Unions Extensively Interfere with California Solar Photovoltaic Power Plant Permitting

Earlier this week, www.UnionWatch.org posted the article Did Unions Hasten Demise of California’s Solar Thermal Power Plants? For the first time, the public can examine a comprehensive compilation of specific evidence showing how construction trade unions have exploited the state’s environmental protection laws to impede licensing of proposed solar thermal power plants at the California Energy Commission.

But what about proposed solar photovoltaic power plants, which are much more common but do not have a centralized process for environmental review and approval?

Now the public can go to this article here on www.UnionWatch.org (see list below) to examine the first-ever compilation of specific evidence showing how construction trade unions have exploited the state’s environmental protection laws (such as the California Environmental Quality Act, or CEQA) to impede permitting of solar photovoltaic power projects.

It’s difficult to track the development of solar photovoltaic power plants in California. Energy companies propose ambitious projects and then delay them or outright abandon them. Projects change ownership. Funding and government loans come and go. Names, locations, and sizes of proposed projects change. In addition, some local governments do not provide easy access to documents related to environmental review and permits.

Nevertheless, the list below is sufficient to prove that union “greenmail” or environmental permit extortion in California is as rampant against the solar photovoltaic power plant industry as it as against the solar thermal power plant industry.
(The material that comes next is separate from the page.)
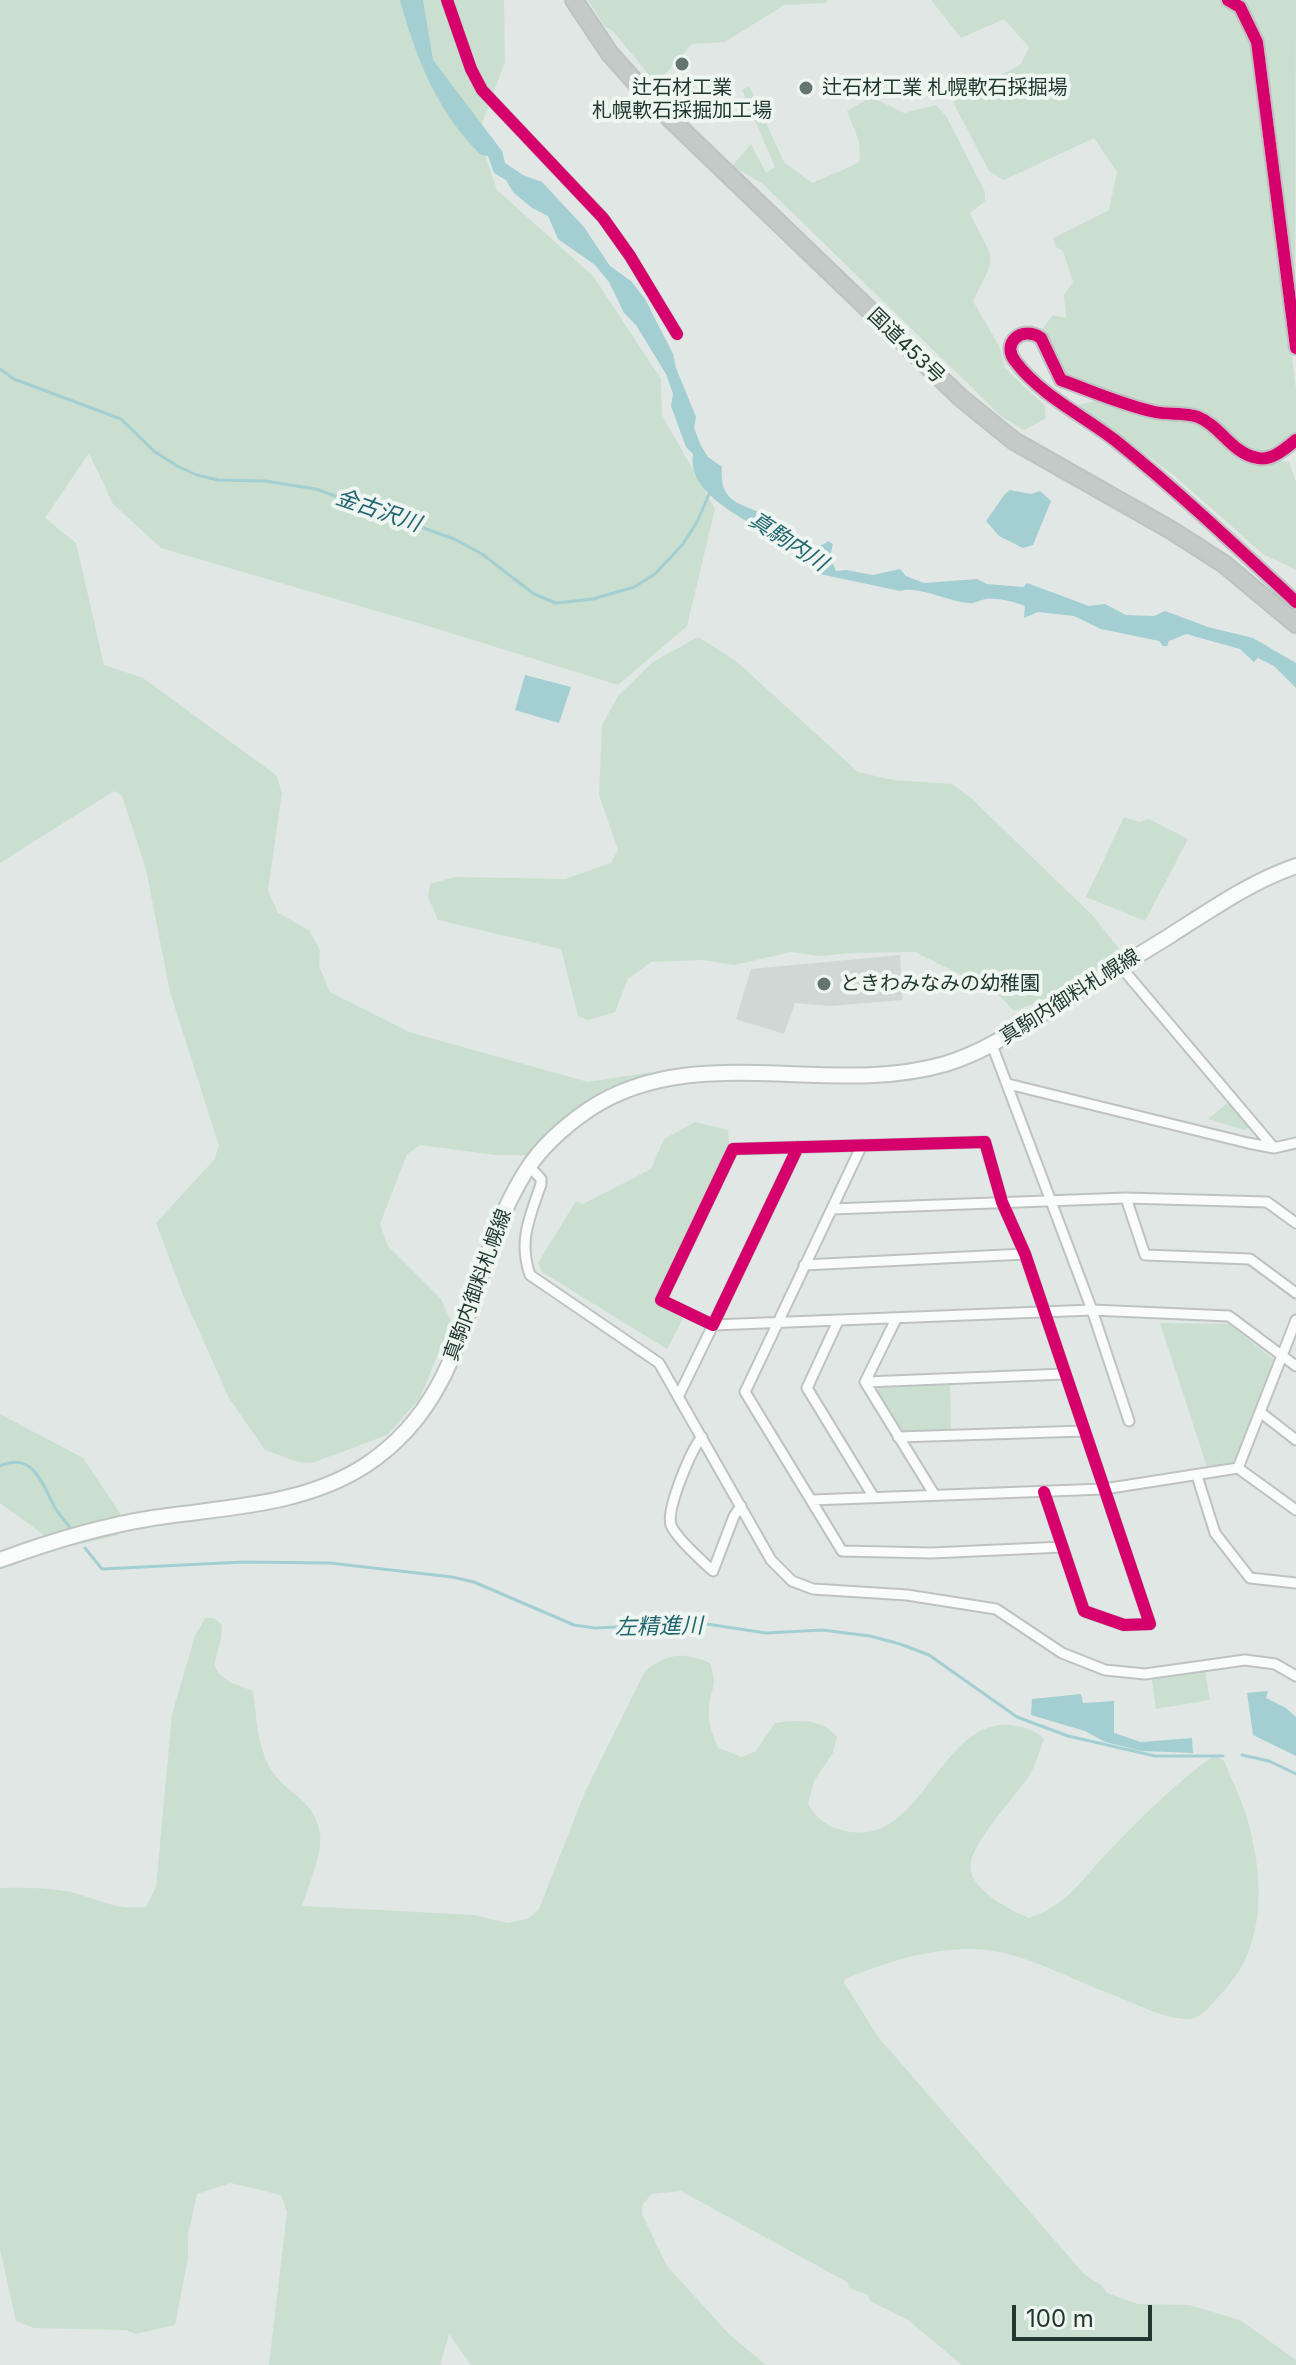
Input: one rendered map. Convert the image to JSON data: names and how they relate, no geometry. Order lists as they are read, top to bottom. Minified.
{"streets":{"highway":["国道453号"],"main road":["真駒内御料札幌線"]},"water":["金古沢川","真駒内川","左精進川"],"places":["辻石材工業 札幌軟石採掘加工場","辻石材工業 札幌軟石採掘場","ときわみなみの幼稚園"],"scale_bar":"100 m"}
The list includes recent proposed solar photovoltaic power plants that are classified under two conditions:

  1. Projects for which unions did the following: (1) filed lawsuits, (2) appealed the issuance of permits to a higher local authority, (3) objected to draft and final environmental impact reports and environmental impact statements, (4) objected to initial studies/mitigated negative declarations allowing the government to issue a permit, or (5) simply requested public documents – an action that sends a nasty warning to the applicant.
  2. Projects that unions openly supported or projects for which unions refrained from commenting, with reasonable evidence to show that the solar energy company committed to a Project Labor Agreement or some other deal that gave a union or unions exclusive control of some or all of the construction trade work. Only one actual Project Labor Agreement is linked below: companies and unions tend to regard their Project Labor Agreements as a trade secret (see an example of this confidentiality with the California Valley Solar Ranch project).

There are a handful of solar photovoltaic projects seriously under consideration or already approved by California local governments for which unions did not get involved in the permitting process and for which evidence is unavailable to confirm a union agreement or a unionized workforce. Projects under these conditions will be omitted from the list until union control is confirmed; nevertheless, it’s unlikely the unions are allowing their non-union competition to get any scraps. In fact, it’s reasonable to guess that right now the International Brotherhood of Electrical Workers (IBEW) union has a near-monopoly or complete monopoly on the electrical portion of solar photovoltaic power plant construction in California. Other unions such as the Operating Engineers and the Sheet Metal Workers may have guarantees for work on some projects. Meanwhile, the Laborers union (LIUNA) is also seeking control of lower-skill manual labor.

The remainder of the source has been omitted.